**** Material for this exercise ****
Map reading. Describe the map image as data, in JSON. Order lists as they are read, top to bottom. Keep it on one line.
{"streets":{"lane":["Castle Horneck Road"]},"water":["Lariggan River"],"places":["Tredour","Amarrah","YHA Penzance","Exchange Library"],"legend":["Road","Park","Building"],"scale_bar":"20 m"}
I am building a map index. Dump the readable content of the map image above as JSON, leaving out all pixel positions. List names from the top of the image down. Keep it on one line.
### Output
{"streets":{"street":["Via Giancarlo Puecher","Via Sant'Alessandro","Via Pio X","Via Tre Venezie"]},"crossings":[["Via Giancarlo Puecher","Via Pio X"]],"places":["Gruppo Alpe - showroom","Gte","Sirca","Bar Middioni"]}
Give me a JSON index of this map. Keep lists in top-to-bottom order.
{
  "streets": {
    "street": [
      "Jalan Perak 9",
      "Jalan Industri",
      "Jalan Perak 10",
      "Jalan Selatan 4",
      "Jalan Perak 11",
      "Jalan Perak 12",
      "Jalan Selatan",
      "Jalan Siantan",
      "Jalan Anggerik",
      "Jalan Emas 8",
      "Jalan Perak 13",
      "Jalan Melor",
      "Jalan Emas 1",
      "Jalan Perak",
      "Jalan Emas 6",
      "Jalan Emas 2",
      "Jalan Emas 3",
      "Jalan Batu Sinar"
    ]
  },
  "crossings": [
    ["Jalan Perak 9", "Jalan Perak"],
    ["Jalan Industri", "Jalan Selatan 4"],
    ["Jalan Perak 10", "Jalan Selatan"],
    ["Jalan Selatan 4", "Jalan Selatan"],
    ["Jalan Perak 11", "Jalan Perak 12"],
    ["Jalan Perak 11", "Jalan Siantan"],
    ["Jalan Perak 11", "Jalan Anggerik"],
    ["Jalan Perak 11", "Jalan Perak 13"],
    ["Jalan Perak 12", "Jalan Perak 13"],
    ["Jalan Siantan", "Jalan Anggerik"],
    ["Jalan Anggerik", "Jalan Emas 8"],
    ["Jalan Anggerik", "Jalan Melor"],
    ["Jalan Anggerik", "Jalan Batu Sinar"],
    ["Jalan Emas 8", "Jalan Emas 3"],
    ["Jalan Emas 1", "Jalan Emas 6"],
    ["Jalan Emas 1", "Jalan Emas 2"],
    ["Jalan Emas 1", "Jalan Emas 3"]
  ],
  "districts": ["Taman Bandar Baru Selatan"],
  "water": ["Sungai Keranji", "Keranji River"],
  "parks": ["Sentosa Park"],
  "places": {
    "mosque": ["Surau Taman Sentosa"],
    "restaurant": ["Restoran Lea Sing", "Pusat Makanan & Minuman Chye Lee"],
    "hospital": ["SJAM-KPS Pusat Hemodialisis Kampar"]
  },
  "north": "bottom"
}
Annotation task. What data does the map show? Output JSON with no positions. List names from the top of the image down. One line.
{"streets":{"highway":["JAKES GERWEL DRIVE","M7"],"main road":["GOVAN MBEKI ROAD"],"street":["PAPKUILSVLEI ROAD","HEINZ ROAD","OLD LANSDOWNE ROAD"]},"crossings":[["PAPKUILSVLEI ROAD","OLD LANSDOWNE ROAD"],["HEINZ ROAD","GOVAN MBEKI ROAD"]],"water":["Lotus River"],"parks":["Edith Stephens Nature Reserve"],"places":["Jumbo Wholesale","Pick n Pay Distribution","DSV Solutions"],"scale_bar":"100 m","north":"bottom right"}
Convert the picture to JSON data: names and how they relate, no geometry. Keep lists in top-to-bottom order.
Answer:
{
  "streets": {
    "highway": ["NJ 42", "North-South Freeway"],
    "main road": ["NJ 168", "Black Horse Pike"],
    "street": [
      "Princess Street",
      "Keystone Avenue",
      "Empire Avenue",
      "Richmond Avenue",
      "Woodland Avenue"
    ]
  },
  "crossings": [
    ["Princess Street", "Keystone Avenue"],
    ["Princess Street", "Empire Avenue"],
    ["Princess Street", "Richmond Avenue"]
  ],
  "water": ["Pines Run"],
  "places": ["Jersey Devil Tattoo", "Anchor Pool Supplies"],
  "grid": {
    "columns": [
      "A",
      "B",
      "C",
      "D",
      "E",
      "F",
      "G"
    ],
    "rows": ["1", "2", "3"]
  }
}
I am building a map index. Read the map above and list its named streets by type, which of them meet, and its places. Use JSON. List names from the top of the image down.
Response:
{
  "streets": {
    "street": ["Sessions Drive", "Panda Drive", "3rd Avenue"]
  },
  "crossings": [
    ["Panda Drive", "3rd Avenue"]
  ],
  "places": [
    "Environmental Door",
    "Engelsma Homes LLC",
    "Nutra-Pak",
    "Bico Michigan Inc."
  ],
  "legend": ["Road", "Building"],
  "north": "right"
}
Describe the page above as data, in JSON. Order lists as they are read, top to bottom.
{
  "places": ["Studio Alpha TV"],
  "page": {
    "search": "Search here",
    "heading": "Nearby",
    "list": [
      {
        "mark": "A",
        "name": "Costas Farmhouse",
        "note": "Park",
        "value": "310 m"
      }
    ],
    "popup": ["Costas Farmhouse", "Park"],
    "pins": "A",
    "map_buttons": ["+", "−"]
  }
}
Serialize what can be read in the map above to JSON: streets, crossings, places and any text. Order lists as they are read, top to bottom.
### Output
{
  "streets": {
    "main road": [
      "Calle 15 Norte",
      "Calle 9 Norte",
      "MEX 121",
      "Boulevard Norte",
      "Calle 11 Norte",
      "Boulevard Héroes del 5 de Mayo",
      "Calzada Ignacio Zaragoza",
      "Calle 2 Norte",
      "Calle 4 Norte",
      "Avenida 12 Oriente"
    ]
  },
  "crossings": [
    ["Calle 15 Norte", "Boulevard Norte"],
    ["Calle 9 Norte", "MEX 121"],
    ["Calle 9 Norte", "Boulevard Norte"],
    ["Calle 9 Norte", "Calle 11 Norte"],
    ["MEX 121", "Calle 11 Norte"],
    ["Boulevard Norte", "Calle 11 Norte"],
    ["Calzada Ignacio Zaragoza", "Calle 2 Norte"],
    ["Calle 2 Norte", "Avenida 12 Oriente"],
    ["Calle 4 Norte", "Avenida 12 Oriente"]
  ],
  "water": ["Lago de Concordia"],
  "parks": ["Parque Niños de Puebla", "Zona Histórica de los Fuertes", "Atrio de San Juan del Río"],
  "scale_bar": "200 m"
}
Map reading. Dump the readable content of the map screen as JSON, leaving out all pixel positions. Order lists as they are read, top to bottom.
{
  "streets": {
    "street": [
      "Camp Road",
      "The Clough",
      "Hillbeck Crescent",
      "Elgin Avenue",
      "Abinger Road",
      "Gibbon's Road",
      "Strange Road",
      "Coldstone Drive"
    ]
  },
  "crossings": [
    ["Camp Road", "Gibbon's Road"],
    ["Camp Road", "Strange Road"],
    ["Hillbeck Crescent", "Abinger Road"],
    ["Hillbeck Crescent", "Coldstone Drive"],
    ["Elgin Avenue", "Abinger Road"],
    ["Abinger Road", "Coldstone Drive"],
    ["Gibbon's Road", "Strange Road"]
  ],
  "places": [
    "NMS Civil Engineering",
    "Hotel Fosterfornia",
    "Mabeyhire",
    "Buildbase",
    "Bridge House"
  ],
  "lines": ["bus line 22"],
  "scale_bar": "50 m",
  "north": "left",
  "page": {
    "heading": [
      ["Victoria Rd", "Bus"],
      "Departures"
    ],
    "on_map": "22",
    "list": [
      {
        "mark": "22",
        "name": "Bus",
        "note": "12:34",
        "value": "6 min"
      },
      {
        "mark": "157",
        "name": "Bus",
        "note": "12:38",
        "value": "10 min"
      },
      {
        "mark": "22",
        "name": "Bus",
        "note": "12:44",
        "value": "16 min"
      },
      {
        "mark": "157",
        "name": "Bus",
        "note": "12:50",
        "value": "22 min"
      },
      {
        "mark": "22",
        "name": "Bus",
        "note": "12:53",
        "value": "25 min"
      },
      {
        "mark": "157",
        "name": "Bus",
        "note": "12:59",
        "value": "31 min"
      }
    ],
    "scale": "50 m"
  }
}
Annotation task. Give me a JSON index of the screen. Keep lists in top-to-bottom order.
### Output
****
▸ **Exercise brief**
Out of the data above, set down the lines from the one with "Annotation task. What" to the one with "I am building a map index. Read", both included, exactly as written and with no additions.

▸ **Exercise result**
Annotation task. What data does the map show? Output JSON with no positions. List names from the top of the image down. One line.
{"streets":{"highway":["JAKES GERWEL DRIVE","M7"],"main road":["GOVAN MBEKI ROAD"],"street":["PAPKUILSVLEI ROAD","HEINZ ROAD","OLD LANSDOWNE ROAD"]},"crossings":[["PAPKUILSVLEI ROAD","OLD LANSDOWNE ROAD"],["HEINZ ROAD","GOVAN MBEKI ROAD"]],"water":["Lotus River"],"parks":["Edith Stephens Nature Reserve"],"places":["Jumbo Wholesale","Pick n Pay Distribution","DSV Solutions"],"scale_bar":"100 m","north":"bottom right"}
Convert the picture to JSON data: names and how they relate, no geometry. Keep lists in top-to-bottom order.
Answer:
{
  "streets": {
    "highway": ["NJ 42", "North-South Freeway"],
    "main road": ["NJ 168", "Black Horse Pike"],
    "street": [
      "Princess Street",
      "Keystone Avenue",
      "Empire Avenue",
      "Richmond Avenue",
      "Woodland Avenue"
    ]
  },
  "crossings": [
    ["Princess Street", "Keystone Avenue"],
    ["Princess Street", "Empire Avenue"],
    ["Princess Street", "Richmond Avenue"]
  ],
  "water": ["Pines Run"],
  "places": ["Jersey Devil Tattoo", "Anchor Pool Supplies"],
  "grid": {
    "columns": [
      "A",
      "B",
      "C",
      "D",
      "E",
      "F",
      "G"
    ],
    "rows": ["1", "2", "3"]
  }
}
I am building a map index. Read the map above and list its named streets by type, which of them meet, and its places. Use JSON. List names from the top of the image down.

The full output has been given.